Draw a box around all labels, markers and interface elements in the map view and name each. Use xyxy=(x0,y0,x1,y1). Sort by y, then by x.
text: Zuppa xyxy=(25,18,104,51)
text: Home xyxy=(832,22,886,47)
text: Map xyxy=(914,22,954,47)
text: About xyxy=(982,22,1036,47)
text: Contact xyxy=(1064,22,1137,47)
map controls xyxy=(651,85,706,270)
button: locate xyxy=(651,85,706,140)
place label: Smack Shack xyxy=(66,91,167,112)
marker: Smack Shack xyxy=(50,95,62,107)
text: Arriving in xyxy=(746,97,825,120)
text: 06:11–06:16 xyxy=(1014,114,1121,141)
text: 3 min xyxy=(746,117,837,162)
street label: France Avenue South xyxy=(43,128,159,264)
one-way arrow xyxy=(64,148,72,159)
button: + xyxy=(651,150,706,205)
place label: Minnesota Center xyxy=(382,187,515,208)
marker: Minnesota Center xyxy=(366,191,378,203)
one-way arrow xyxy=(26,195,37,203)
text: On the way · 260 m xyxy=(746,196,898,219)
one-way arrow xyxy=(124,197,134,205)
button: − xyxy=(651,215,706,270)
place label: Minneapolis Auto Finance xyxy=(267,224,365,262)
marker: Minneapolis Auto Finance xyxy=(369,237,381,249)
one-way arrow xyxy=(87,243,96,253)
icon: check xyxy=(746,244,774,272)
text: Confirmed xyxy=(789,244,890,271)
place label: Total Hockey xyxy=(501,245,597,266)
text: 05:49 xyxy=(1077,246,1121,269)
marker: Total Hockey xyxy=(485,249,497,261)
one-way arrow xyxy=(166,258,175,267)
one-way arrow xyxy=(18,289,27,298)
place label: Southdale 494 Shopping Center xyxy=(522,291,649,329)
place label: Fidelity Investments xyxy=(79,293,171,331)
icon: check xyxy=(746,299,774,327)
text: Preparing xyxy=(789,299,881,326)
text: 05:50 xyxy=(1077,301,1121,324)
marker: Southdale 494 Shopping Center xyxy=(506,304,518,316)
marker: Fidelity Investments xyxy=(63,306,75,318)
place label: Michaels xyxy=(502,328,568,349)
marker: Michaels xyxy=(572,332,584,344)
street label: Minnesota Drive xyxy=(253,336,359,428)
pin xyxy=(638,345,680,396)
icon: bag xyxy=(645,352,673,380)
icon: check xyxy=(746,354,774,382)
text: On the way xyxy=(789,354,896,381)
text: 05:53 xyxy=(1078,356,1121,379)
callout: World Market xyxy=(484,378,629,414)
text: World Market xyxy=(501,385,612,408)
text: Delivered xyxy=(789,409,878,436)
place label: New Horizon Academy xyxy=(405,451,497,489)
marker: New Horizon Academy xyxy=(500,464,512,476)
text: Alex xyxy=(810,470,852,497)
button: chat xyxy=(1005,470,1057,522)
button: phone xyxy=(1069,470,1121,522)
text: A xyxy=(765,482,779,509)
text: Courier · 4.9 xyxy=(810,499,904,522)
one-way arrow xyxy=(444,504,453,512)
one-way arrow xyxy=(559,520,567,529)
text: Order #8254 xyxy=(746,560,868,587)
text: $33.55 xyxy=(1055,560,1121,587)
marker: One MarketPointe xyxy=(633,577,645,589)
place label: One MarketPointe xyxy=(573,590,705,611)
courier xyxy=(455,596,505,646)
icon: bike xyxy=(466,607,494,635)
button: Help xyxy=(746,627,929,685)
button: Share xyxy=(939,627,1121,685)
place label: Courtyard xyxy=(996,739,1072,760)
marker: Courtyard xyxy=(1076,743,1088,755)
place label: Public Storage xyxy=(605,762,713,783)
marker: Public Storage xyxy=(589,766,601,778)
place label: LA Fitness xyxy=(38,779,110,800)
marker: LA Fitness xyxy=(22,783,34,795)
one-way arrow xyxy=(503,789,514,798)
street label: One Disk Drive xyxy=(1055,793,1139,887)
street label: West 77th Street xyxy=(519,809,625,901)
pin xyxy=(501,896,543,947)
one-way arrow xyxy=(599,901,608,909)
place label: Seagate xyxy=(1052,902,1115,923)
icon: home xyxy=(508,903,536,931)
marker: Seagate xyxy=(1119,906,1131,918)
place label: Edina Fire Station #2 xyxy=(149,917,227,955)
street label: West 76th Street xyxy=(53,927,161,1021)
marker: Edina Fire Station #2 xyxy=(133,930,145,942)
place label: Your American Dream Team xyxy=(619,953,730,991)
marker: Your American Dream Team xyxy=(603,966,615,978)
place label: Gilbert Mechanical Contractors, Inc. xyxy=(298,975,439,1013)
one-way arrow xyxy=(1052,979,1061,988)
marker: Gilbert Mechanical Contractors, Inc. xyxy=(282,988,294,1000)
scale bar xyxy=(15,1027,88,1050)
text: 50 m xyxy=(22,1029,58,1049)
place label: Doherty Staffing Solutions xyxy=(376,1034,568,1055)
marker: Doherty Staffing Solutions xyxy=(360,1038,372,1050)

▶ _WHAT YOU ARE ASKED TO DO_:
All of the records need to be returned exactly as they are.

▶ _YOUR SOLUTION_:
Draw a box around all labels, markers and interface elements in the map view and name each. Use xyxy=(x0,y0,x1,y1). Sort by y, then by x.
text: Zuppa xyxy=(25,18,104,51)
text: Home xyxy=(832,22,886,47)
text: Map xyxy=(914,22,954,47)
text: About xyxy=(982,22,1036,47)
text: Contact xyxy=(1064,22,1137,47)
map controls xyxy=(651,85,706,270)
button: locate xyxy=(651,85,706,140)
place label: Smack Shack xyxy=(66,91,167,112)
marker: Smack Shack xyxy=(50,95,62,107)
text: Arriving in xyxy=(746,97,825,120)
text: 06:11–06:16 xyxy=(1014,114,1121,141)
text: 3 min xyxy=(746,117,837,162)
street label: France Avenue South xyxy=(43,128,159,264)
one-way arrow xyxy=(64,148,72,159)
button: + xyxy=(651,150,706,205)
place label: Minnesota Center xyxy=(382,187,515,208)
marker: Minnesota Center xyxy=(366,191,378,203)
one-way arrow xyxy=(26,195,37,203)
text: On the way · 260 m xyxy=(746,196,898,219)
one-way arrow xyxy=(124,197,134,205)
button: − xyxy=(651,215,706,270)
place label: Minneapolis Auto Finance xyxy=(267,224,365,262)
marker: Minneapolis Auto Finance xyxy=(369,237,381,249)
one-way arrow xyxy=(87,243,96,253)
icon: check xyxy=(746,244,774,272)
text: Confirmed xyxy=(789,244,890,271)
place label: Total Hockey xyxy=(501,245,597,266)
text: 05:49 xyxy=(1077,246,1121,269)
marker: Total Hockey xyxy=(485,249,497,261)
one-way arrow xyxy=(166,258,175,267)
one-way arrow xyxy=(18,289,27,298)
place label: Southdale 494 Shopping Center xyxy=(522,291,649,329)
place label: Fidelity Investments xyxy=(79,293,171,331)
icon: check xyxy=(746,299,774,327)
text: Preparing xyxy=(789,299,881,326)
text: 05:50 xyxy=(1077,301,1121,324)
marker: Southdale 494 Shopping Center xyxy=(506,304,518,316)
marker: Fidelity Investments xyxy=(63,306,75,318)
place label: Michaels xyxy=(502,328,568,349)
marker: Michaels xyxy=(572,332,584,344)
street label: Minnesota Drive xyxy=(253,336,359,428)
pin xyxy=(638,345,680,396)
icon: bag xyxy=(645,352,673,380)
icon: check xyxy=(746,354,774,382)
text: On the way xyxy=(789,354,896,381)
text: 05:53 xyxy=(1078,356,1121,379)
callout: World Market xyxy=(484,378,629,414)
text: World Market xyxy=(501,385,612,408)
text: Delivered xyxy=(789,409,878,436)
place label: New Horizon Academy xyxy=(405,451,497,489)
marker: New Horizon Academy xyxy=(500,464,512,476)
text: Alex xyxy=(810,470,852,497)
button: chat xyxy=(1005,470,1057,522)
button: phone xyxy=(1069,470,1121,522)
text: A xyxy=(765,482,779,509)
text: Courier · 4.9 xyxy=(810,499,904,522)
one-way arrow xyxy=(444,504,453,512)
one-way arrow xyxy=(559,520,567,529)
text: Order #8254 xyxy=(746,560,868,587)
text: $33.55 xyxy=(1055,560,1121,587)
marker: One MarketPointe xyxy=(633,577,645,589)
place label: One MarketPointe xyxy=(573,590,705,611)
courier xyxy=(455,596,505,646)
icon: bike xyxy=(466,607,494,635)
button: Help xyxy=(746,627,929,685)
button: Share xyxy=(939,627,1121,685)
place label: Courtyard xyxy=(996,739,1072,760)
marker: Courtyard xyxy=(1076,743,1088,755)
place label: Public Storage xyxy=(605,762,713,783)
marker: Public Storage xyxy=(589,766,601,778)
place label: LA Fitness xyxy=(38,779,110,800)
marker: LA Fitness xyxy=(22,783,34,795)
one-way arrow xyxy=(503,789,514,798)
street label: One Disk Drive xyxy=(1055,793,1139,887)
street label: West 77th Street xyxy=(519,809,625,901)
pin xyxy=(501,896,543,947)
one-way arrow xyxy=(599,901,608,909)
place label: Seagate xyxy=(1052,902,1115,923)
icon: home xyxy=(508,903,536,931)
marker: Seagate xyxy=(1119,906,1131,918)
place label: Edina Fire Station #2 xyxy=(149,917,227,955)
street label: West 76th Street xyxy=(53,927,161,1021)
marker: Edina Fire Station #2 xyxy=(133,930,145,942)
place label: Your American Dream Team xyxy=(619,953,730,991)
marker: Your American Dream Team xyxy=(603,966,615,978)
place label: Gilbert Mechanical Contractors, Inc. xyxy=(298,975,439,1013)
one-way arrow xyxy=(1052,979,1061,988)
marker: Gilbert Mechanical Contractors, Inc. xyxy=(282,988,294,1000)
scale bar xyxy=(15,1027,88,1050)
text: 50 m xyxy=(22,1029,58,1049)
place label: Doherty Staffing Solutions xyxy=(376,1034,568,1055)
marker: Doherty Staffing Solutions xyxy=(360,1038,372,1050)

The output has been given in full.